Todos nós ao longo das nossas vidas, já tivemos decisões ou atitudes que mais cedo ou mais tarde nos viemos a arrepender.
Na altura em que tivemos essas mesmas decisões ou atitudes, sentíamos que éramos imortais, sentíamos que nada nos poderia vir a acontecer, mas enganem-se, porque mais tarde ou mais cedo um sentimento apelidado por solidão apoderar-se-á de nós.
A banda conimbricense “os quatro e meia” tem no seu espólio uma música que me toca imenso cada vez que a tocam, chamada “olá solidão “ . Essa mesma música é quer eu queira quer não, uma transcrição fiel a mim! Faz tempo em que me sentia imortal, o dono do mundo, o intocável. Nesses momentos, fiz tudo, tudo, e atualmente arrependo-me . Arrependo-me porque perdi quiçá a pessoa que mais amei na vida. A pessoa que me ajudou a crescer, a pessoa que me abriu horizontes, a pessoa que me viu concluir e fechar ciclos importantes.
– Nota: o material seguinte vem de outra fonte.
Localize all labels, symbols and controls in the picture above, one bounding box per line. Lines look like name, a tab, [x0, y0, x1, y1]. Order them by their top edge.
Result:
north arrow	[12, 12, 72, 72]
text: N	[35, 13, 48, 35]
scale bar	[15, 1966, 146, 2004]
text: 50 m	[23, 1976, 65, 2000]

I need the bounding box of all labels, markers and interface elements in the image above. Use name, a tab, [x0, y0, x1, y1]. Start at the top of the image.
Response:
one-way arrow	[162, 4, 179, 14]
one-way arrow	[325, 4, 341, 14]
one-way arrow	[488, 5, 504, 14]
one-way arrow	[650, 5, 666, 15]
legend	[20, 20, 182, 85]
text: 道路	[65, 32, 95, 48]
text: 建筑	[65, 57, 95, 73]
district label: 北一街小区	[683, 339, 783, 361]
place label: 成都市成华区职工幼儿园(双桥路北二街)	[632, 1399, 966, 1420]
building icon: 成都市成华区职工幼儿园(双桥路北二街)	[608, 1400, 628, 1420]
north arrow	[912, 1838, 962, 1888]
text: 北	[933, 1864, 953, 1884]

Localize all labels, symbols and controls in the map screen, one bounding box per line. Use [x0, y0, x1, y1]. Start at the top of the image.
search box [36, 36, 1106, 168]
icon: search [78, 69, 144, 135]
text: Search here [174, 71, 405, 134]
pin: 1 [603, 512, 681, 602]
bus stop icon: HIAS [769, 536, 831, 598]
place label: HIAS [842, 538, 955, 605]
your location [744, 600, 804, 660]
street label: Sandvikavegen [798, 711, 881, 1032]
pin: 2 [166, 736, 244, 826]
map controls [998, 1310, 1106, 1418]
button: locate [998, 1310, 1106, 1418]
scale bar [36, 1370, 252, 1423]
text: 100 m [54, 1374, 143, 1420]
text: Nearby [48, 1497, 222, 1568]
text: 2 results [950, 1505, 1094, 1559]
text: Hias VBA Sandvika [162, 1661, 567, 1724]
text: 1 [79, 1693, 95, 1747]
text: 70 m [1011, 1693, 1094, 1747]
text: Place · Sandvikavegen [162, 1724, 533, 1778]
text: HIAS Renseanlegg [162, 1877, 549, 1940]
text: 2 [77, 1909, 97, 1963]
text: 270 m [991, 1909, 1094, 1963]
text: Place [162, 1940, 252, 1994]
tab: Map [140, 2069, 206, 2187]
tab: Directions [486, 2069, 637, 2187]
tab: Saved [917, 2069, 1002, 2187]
E hoje, com mágoa, pesar, tristeza e arrependimento, olho pra trás e vejo que estou só.
“ Eu tinha um lugar com vista para o mar
Que ninguém chegou a conhecer
Voei rente ao céu
Tudo era só meu
E o que ainda não era iria ser
Olho em volta agora estou sozinho
Não liguei às placas do caminho
Nem parei pra perguntar a direção “
Ao longo da vida, desperdiçamos pessoas, momentos e lugares, em troca de nada. Em troca de momentos de felicidade instantânea, tal como se de uma pastilha elástica se tratasse. Queremos viver aquele momento sem sequer ligarmos ao nosso momento atual, a nossa vida é aquém nos rodeia, e isso só trás uma coisa: desilusão, porque mais tarde ou mais cedo, esses momentos desvanecem, as outras pessoas seguem a vida, e nós, ficamos com o peso de tudo, mais o peso de desiludirmos quem nós mais gostamos.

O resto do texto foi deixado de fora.